La sortita di Romani è servita a raccogliere le sollecitazioni venute da Roberto Bazzano, presidente di Federutility, la federazione che riunisce i gestori degli acquedotti: «Chiediamoci seriamente se non sia il caso di evitare un referendum che ha sempre più un taglio puramente ideologico». Parole che hanno suscitato le proteste del comitato referendario e dell’opposizione: «E’ un colpo di mano, si vuole togliere la voce ai cittadini: evidentemente c’è chi ritiene che le consultazioni popolari sui temi concreti facciano saltare le decisioni prese da pochi nell’interesse di pochi», accusa il presidente del Wwf, Stefano Leoni. «Prima hanno buttato dalla finestra 350 milioni di euro pur di evitare l’accorpamento con le amministrative», ricorda Luca Martinelli del comitato referendario, «e adesso provano a togliere di mezzo altri due quesiti, in modo da lasciare solo quello sul legittimo impedimento, su cui non sembra che il Parlamento intenda modificare il quadro legislativo».
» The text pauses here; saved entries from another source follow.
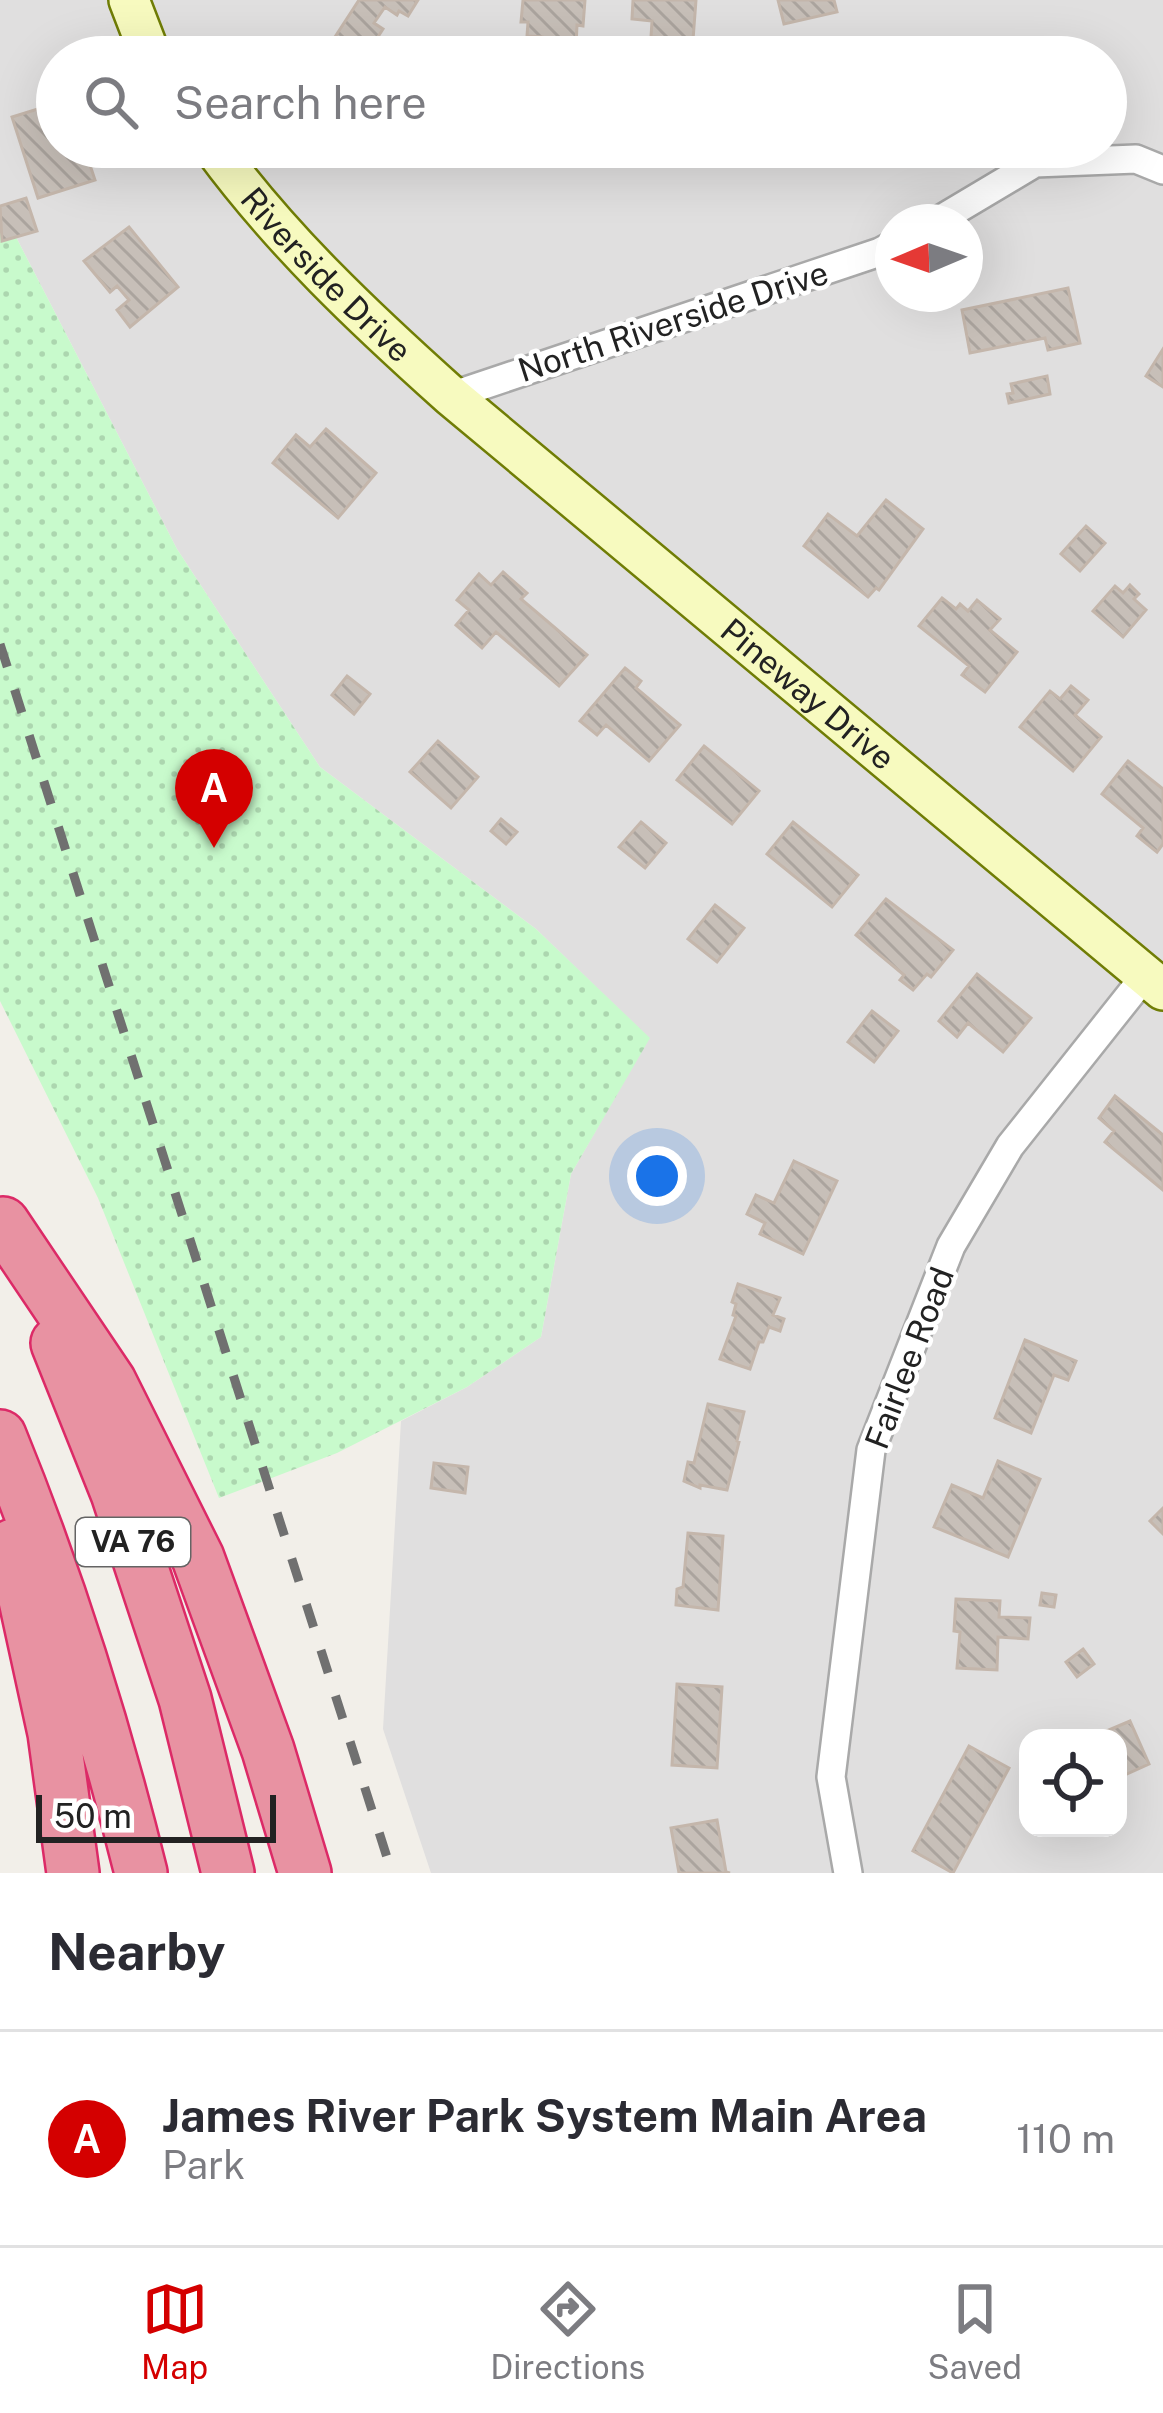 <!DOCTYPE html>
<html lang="en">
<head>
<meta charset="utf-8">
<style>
	body { margin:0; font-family:"Public Sans",sans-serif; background:#f7f7f7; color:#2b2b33 }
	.controls { position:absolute; right:36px; bottom:36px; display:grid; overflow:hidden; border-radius:24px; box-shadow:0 12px 48px #0002 }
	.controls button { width:108px; height:108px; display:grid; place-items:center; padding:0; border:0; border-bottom:3px solid #e1e1e2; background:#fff; color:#2b2b33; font:60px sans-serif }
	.compass { position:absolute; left:875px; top:204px; width:108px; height:108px; border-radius:50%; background:#fff; box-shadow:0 12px 48px #0002; rotate:268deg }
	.scale { position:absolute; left:36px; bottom:30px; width:240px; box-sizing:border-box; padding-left:12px; border:6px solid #222; border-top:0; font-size:33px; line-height:42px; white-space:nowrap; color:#222; -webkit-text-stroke:9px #fff; paint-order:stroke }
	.you { position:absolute; left:657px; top:1176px; width:42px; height:42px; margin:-30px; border:9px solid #fff; border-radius:50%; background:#1a73e8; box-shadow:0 0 0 18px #1a73e833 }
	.badge { display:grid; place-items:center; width:78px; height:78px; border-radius:50%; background:#d40000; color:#fff; font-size:39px; font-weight:700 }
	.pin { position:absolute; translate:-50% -99px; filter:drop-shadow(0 3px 6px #0008) }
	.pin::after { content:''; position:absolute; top:63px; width:42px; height:36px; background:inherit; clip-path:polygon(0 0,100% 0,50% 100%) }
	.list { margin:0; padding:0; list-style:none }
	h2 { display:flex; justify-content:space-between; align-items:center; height:156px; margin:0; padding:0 48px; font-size:51px }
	h2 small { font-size:39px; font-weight:400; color:#7c7c81 }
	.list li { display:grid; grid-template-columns:78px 1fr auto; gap:36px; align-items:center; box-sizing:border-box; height:216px; padding:0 48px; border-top:3px solid #e1e1e2 }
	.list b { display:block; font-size:45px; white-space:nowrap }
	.list p { margin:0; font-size:39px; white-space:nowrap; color:#7c7c81 }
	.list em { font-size:39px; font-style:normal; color:#7c7c81 }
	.icon { flex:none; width:66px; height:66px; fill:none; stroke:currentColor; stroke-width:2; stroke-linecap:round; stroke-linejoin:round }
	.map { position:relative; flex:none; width:1163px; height:1873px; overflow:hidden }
	.search { position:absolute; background:#fff; box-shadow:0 12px 48px #0002; left:36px; right:36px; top:36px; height:132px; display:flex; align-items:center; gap:30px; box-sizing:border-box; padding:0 42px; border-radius:66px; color:#7c7c81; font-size:45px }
	.sheet { height:372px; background:#fff }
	nav { display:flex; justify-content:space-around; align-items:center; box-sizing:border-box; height:168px; border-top:3px solid #e1e1e2; background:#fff; font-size:33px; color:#7c7c81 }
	nav a { display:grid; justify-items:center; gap:6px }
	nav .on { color:#d40000 }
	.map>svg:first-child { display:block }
	.residential { fill:#e0dfdf; fill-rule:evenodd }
	.park { fill:url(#park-dots) }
	.building { fill:url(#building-back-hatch); stroke:#c4b6ab; stroke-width:3 }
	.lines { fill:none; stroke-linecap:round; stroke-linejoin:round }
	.street-casing { stroke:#a9a9a9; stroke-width:32 }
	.secondary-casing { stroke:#707d05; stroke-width:44 }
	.highway-casing { stroke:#dc2a67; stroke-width:56 }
	.street { stroke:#fff; stroke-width:27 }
	.secondary { stroke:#f7fabf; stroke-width:39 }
	.highway { stroke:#e892a2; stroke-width:51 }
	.rail { stroke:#707070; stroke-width:9; stroke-dasharray:24 24; stroke-linecap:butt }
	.labels { text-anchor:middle; stroke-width:9; stroke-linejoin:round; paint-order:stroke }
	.shield { fill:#fff; stroke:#646464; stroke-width:3 }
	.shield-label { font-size:30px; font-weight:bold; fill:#222 }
	.street-label { font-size:33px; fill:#222; stroke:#fff }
</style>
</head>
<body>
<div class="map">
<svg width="1163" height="1873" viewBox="0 0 1163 1873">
	<defs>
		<pattern id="park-dots" width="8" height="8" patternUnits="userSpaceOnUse" patternTransform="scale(3)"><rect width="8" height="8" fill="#c8facc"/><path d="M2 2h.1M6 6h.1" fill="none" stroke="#acd6af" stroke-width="1.8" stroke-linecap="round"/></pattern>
		<pattern id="building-back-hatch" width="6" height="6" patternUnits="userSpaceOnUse" patternTransform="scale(3)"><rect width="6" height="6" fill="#c7bfb8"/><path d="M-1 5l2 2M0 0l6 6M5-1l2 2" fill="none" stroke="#aba49e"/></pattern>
	</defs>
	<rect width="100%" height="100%" fill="#f2efe9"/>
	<path class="residential" d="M0,0H1163V1873H431L383,1729L401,1421L467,1387L541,1337L571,1174L649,1038L536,929L320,767L177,549L0,206ZM57,57H1106V147H57ZM893,222H965V294H893ZM1028,1738H1118V1828H1028Z"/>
	<path class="park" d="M0,206L177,549L320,767L536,929L650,1038L571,1174L541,1337L467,1387L337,1453L219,1498L98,1198L0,1001Z"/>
	<path class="building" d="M359,0H418L408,16L399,11L397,15L385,7L374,23L383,29L365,57H352L331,43Z
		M523,0H585L583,26L577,25L576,46L542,43V37L527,36L528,22H521Z
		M633,0H696L693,40L651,37L652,21L632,19Z
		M778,0H834L837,12L784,24Z
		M57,103V147H73L74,150L84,147L95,180L38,198L12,117Z
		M26,198L37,231L2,241L0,206Z
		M129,227L178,287L130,327L117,310L129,300L117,286L110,292L84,261Z
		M1068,288L1080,343L1048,350L1045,338L970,353L962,310Z
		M1163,349V387L1146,376Z
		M1047,376L1050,394L1009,403L1007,394L1013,393L1011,384Z
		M326,429L376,473L338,518L273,463L296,435L310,447Z
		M886,500L923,529L879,590L876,588L868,597L804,546L828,514L857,536Z
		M1086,526L1105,543L1080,571L1061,554Z
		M503,572L527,593L521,599L587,655L559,686L496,632L482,648L456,625L469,610L457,600L479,574L491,585Z
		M1130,585L1139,594L1134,599L1146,610L1123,637L1093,611L1115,586L1123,593Z
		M942,598L956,609L960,604L968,611L977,600L1000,619L990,630L1017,652L985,692L962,675L969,666L919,626Z
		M625,668L641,681L636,688L680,725L649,761L606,725L597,735L580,721Z
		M347,676L370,694L354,714L332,695Z
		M1071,686L1088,700L1075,715L1101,737L1073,771L1020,727L1050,691L1060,699Z
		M438,741L478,777L451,808L410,772Z
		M704,746L759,791L732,824L677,780Z
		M1128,761L1163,789V844L1157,852L1137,836L1143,828L1102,794Z
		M501,819L517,832L506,844L491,831Z
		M641,822L666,843L645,868L619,847Z
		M793,822L858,875L832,907L767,854Z
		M886,899L953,950L931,977L927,974L913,990L900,980L904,975L856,935Z
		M715,905L744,928L717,962L688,939Z
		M977,974L1031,1018L1003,1052L968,1023L957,1037L939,1021Z
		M872,1011L898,1031L874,1062L848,1042Z
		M1115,1096L1163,1135V1190L1105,1142L1114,1131L1099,1118Z
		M794,1161L837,1181L803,1254L760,1234L765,1223L747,1214L756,1195L774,1203Z
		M738,1284L780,1298L773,1315L784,1319L780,1331L769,1327L763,1342H759L750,1369L720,1359L736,1316L733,1315L736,1304L732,1302Z
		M1025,1340L1076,1361L1068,1380L1054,1375L1031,1433L995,1418Z
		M708,1404L744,1412L737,1441L739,1442L727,1490L700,1485V1488L684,1481L688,1462L694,1463Z
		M998,1461L1040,1479L1008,1557L934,1527L952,1485L983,1498Z
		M434,1463L468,1467L465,1493L431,1488Z
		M1163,1508V1534L1150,1521Z
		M688,1533L723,1536L718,1610L676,1605L677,1589L683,1587Z
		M1042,1593L1056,1595L1054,1607L1040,1605Z
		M956,1599L1000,1601L999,1617L1030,1618L1028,1639L998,1637L997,1670L957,1668L960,1632L954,1631Z
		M1083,1649L1094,1664L1077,1677L1066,1662Z
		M677,1684L722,1687L717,1768L672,1765Z
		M1130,1721L1149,1764L1118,1778V1738H1090Z
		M969,1746L1009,1768L953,1873L913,1851Z
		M717,1820L726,1872L730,1873H679L671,1828Z"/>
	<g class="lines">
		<g class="street-casing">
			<path id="street" d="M936,222L1035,163L1136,159L1163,170
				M451,396L880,252L893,245
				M848,1873L831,1777L871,1450L951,1246L1010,1146L1145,976"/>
		</g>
		<g class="secondary-casing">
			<g id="secondary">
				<path d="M129,0L151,57"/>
				<path id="s1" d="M213,147C282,241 364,318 451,396L1163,990"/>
			</g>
		</g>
		<g class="highway-casing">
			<path id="highway" d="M3,1223L110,1382L198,1558L268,1750L305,1873
				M57,1343L117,1493L185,1699L228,1873
				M0,1436C58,1578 104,1724 141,1873
				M13,1545L54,1733L73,1873"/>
		</g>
		<use href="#street" class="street"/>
		<use href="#secondary" class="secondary"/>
		<use href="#highway" class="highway"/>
		<path class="rail" d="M0,644L392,1873"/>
	</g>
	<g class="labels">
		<rect class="shield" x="76" y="1518" width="114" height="48" rx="9"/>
		<g class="shield-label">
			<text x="133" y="1552">VA 76</text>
		</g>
		<g class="street-label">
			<text dy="12" stroke="none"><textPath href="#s1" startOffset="171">Riverside Drive</textPath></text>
			<text transform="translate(673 321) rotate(-18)" y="12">North Riverside Drive</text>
			<text dy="12" stroke="none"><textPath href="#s1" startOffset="810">Pineway Drive</textPath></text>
			<text transform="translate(909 1358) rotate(-69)" y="12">Fairlee Road</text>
		</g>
	</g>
</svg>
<div class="controls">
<button><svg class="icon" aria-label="locate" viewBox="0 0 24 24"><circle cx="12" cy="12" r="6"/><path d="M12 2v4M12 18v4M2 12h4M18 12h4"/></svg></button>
</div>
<svg class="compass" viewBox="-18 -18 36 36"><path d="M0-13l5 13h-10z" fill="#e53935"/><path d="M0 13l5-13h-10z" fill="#7c7c81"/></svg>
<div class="scale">50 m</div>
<div class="you"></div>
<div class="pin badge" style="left:214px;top:848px">A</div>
<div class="search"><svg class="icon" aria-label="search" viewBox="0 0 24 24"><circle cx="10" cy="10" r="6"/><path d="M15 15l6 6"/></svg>Search here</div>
</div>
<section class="sheet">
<h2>Nearby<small></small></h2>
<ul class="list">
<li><span class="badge">A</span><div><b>James River Park System Main Area</b><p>Park</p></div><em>110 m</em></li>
</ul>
</section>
<nav>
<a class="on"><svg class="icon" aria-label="map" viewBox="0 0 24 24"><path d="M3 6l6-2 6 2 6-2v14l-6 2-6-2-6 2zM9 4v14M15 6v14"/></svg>Map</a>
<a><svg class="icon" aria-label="directions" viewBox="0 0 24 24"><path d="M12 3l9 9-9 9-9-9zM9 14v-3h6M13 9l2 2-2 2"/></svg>Directions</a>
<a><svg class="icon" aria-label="saved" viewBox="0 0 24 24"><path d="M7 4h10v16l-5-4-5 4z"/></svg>Saved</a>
</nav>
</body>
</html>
Secondo i promotori del referendum sull’acqua, l’abrogazione di una parte della legge Ronchi non basterebbe però a bloccare entrambi i quesiti perché uno dei due fa riferimento a un quadro di privatizzazione che ha cominciato a delinearsi già con la legge Galli del 1994. Nonostante ciò, siamo di fronte all’ennesimo tentativo di «scardinare le basi della nostra democrazia», accusa Valerio Calzolaio di Sel, che confida comunque nella Corte di Cassazione che avrà l’ultima parola. «Va ricordato che abbiamo un sistema legislativo che offre una serie di paletti a protezione del voto popolare», aggiunge Calzolaio. «Una volta avviato il processo referendario, un’abrogazione delle norme – o attraverso le urne o grazie ad un intervento normativo preventivo – ha effetti giuridici abrogativi che durano cinque anni».